(Exercise input begins)

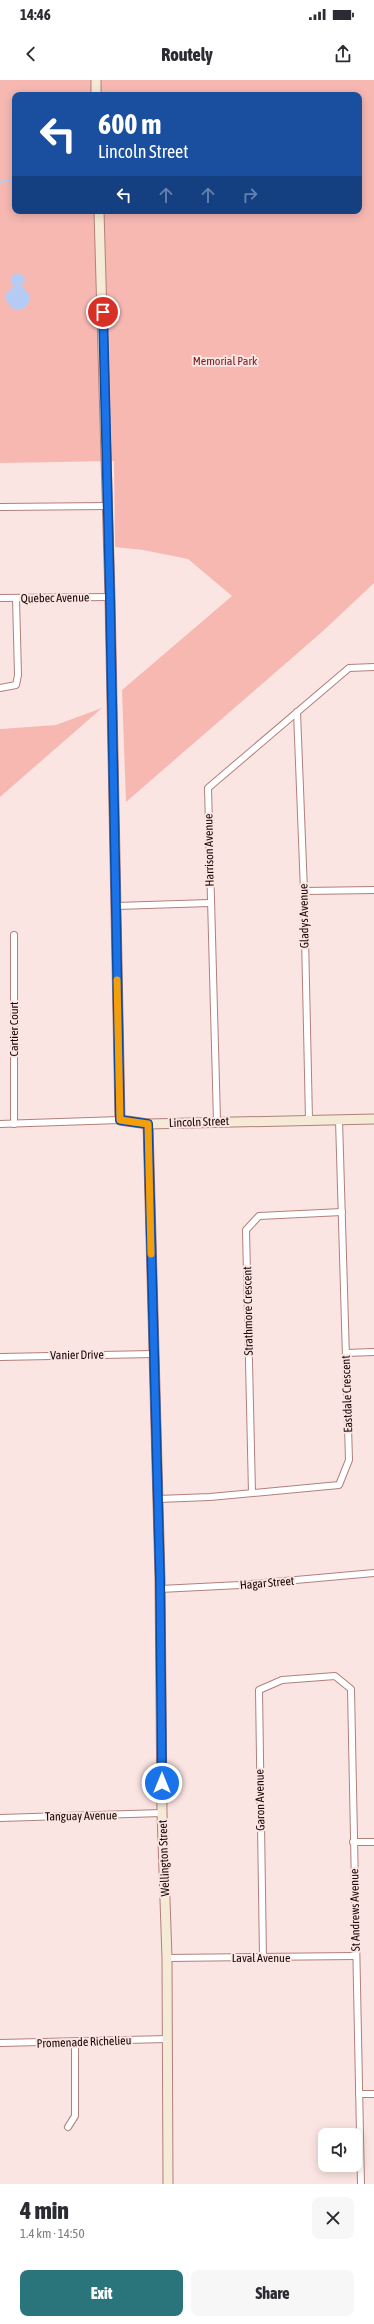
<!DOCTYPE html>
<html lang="en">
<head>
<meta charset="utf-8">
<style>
	body { margin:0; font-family:"Asap Condensed",sans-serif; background:#f7f7f7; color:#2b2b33; height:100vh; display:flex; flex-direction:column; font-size:15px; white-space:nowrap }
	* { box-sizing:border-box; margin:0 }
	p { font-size:13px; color:#7c7c81 }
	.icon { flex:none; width:22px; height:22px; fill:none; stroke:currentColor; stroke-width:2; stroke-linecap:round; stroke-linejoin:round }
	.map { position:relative; height:2104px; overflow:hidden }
	.sheet { display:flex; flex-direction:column; background:#fff; flex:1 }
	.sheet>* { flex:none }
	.banner { position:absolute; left:12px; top:12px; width:350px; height:122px; border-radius:8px; box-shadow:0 2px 10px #0003; background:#1a4fa0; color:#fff; overflow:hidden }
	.fabs { position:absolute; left:318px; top:2048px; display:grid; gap:8px }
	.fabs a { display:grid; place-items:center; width:44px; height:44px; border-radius:8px; background:#fff; box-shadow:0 2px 10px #0003; font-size:20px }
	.pin { position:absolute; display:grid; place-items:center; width:34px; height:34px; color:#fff; margin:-17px; border:2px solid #fff; border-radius:50%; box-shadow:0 1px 4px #0007 }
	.me { position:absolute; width:44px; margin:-22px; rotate:0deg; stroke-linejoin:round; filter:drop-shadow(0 0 3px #0008) }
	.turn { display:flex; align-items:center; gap:14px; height:84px; padding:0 20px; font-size:18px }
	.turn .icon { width:52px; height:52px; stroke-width:2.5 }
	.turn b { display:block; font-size:28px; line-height:34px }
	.lanes { display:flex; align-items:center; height:38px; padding:0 20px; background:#0003; justify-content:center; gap:20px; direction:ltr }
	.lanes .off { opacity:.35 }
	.round { display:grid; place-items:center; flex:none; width:42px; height:42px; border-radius:8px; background:#f7f7f7 }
	.overview { display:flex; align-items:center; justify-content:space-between; height:68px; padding:0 20px }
	h1 { font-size:24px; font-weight:800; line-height:30px }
	.primary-button { display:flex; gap:8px; margin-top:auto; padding:8px 20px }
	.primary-button a { flex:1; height:46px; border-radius:8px; background:#2a747b; color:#fff; font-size:16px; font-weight:800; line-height:46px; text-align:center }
	.primary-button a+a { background:#f7f7f7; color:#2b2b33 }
	.status { display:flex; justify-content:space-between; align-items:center; height:28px; padding:0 20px; background:#fff; direction:ltr }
	.status svg { height:11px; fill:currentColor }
	header { display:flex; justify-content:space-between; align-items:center; height:52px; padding:0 20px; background:#fff; font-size:18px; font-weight:800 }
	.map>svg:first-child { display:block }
	.green { fill:#f7b8b2; fill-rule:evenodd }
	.water { fill:#b6cbf4 }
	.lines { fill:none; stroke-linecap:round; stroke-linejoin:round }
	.stream { stroke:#b6cbf4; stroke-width:2 }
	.street-casing { stroke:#b1807b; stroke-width:8 }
	.secondary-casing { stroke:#b1807b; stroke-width:11 }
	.street { stroke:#fff; stroke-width:6 }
	.secondary { stroke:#f4ead5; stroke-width:9 }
	.route-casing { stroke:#114b97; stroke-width:10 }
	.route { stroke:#1a73e8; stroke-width:7 }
	.slow { stroke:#f59e0b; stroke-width:7 }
	.labels { text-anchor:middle; stroke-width:4; stroke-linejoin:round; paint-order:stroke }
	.park-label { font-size:12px; fill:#7b181b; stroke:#fbe5e2 }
	.street-label { font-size:12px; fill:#160605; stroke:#fbe5e2 }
</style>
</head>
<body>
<div class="status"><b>14:46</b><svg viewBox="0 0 49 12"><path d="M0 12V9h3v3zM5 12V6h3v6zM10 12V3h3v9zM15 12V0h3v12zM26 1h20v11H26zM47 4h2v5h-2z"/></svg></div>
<header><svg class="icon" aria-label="back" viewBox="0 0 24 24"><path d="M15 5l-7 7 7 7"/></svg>Routely<svg class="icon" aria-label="share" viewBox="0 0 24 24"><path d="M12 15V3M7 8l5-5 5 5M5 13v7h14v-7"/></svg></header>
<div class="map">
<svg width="374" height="2104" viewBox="0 0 374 2104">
	<rect width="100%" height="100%" fill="#fbe5e2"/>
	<g class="green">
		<path d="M0 0H374V503L323 551 126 722 122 610 232 516 188 479 143 470 115 467 114 381 0 383ZM15 15H359V131H15Z"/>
		<path d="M102 628 0 717V649L56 645Z"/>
	</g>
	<path class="water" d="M15 193 23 195 25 199 22 206 30 215V221L22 230 11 228 5 218 7 212 14 207 10 200Z"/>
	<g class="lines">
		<path class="stream" d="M0 102 15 99"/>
		<g class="street-casing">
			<g id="street">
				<path d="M0 427 108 426"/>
				<path d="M0 518 110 517"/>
				<path d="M0 608 16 605 18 595 16 518"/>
				<path d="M297 632 304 811 309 1040"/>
				<path d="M304 811 374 810"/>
				<path d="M116 826 210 823"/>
				<path d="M14 855V1044"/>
				<path d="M217 1041 208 708 349 588 374 587"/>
				<path d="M0 1044 120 1040"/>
				<path d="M346 1273 374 1272"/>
				<path d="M0 1277 153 1274"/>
				<path d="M252 1413 246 1150 259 1136 342 1132"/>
				<path d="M158 1419 210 1417 339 1405 349 1380 339 1040"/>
				<path d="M160 1509 240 1505 374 1493"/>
				<path d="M0 1738 162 1733"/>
				<path d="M353 1762H374"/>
				<path d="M167 1878 356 1876"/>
				<path d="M263 1878 259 1610 282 1600 335 1596 351 1609 361 2104"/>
				<path d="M0 1963 167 1959"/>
				<path d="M359 2014H374"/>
				<path d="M68 2047 75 2036V1962"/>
			</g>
		</g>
		<g class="secondary-casing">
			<g id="secondary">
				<path d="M96 0V15"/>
				<path d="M99 131 110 517 120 1040 148 1044 374 1039"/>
				<path d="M148 1044 160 1499 162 1733 167 1878 168 2104"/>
			</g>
		</g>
		<use href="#street" class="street"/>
		<use href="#secondary" class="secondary"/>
	</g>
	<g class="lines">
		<g class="route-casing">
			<path id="route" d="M103 232 110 517 120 1040 148 1044 160 1499 162 1703"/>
		</g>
		<use href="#route" class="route"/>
		<path class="slow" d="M117 900 120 1040 148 1044 151 1174"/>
	</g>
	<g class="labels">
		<g class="park-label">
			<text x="225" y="285">Memorial Park</text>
		</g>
		<g class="street-label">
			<text transform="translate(55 518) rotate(-1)" y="4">Quebec Avenue</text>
			<text transform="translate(209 770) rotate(-91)" y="4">Harrison Avenue</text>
			<text transform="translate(304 836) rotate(-91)" y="4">Gladys Avenue</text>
			<text transform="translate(14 949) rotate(-90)" y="4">Cartier Court</text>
			<text transform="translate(199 1042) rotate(-2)" y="4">Lincoln Street</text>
			<text transform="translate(248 1231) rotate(-91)" y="4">Strathmore Crescent</text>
			<text transform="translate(77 1275) rotate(-1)" y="4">Vanier Drive</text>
			<text transform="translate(347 1314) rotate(-92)" y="4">Eastdale Crescent</text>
			<text transform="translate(267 1503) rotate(-5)" y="4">Hagar Street</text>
			<text transform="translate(260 1720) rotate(-91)" y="4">Garon Avenue</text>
			<text transform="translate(81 1736) rotate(-1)" y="4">Tanguay Avenue</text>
			<text transform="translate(164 1778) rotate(-92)" y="4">Wellington Street</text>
			<text transform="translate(355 1830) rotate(-91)" y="4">St Andrews Avenue</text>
			<text x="261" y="1882">Laval Avenue</text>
			<text transform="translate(84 1962) rotate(-2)" y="4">Promenade Richelieu</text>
		</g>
	</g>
</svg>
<div class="fabs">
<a><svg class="icon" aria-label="sound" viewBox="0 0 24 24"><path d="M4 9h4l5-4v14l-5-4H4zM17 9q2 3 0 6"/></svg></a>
</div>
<div class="pin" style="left:103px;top:232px;background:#d93025"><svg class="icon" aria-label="arrive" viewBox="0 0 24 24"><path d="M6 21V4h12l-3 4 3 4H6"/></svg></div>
<svg class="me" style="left:162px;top:1703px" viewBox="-20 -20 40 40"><circle r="17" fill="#1a73e8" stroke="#fff" stroke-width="3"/><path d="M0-11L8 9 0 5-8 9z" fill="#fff"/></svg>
<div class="banner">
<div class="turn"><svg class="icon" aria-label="left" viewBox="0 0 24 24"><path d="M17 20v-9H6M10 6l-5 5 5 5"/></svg><div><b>600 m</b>Lincoln Street</div></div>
<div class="lanes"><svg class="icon" aria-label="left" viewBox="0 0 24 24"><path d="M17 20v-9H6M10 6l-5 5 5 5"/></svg><svg class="icon off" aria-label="ahead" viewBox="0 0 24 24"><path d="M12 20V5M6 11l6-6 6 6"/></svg><svg class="icon off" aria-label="ahead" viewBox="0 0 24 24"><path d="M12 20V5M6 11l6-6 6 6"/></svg><svg class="icon off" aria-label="right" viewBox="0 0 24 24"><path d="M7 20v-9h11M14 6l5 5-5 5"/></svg></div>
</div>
</div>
<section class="sheet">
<div class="overview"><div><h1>4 min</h1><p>1.4 km · 14:50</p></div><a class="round"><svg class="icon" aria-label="close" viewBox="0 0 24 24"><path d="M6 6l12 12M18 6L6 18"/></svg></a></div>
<div class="primary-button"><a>Exit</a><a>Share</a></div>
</section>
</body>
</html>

(Exercise input ends)

Gather all lines with the string "linecap" from the data.

→ **Solved exercise**:
	.icon { flex:none; width:22px; height:22px; fill:none; stroke:currentColor; stroke-width:2; stroke-linecap:round; stroke-linejoin:round }
	.lines { fill:none; stroke-linecap:round; stroke-linejoin:round }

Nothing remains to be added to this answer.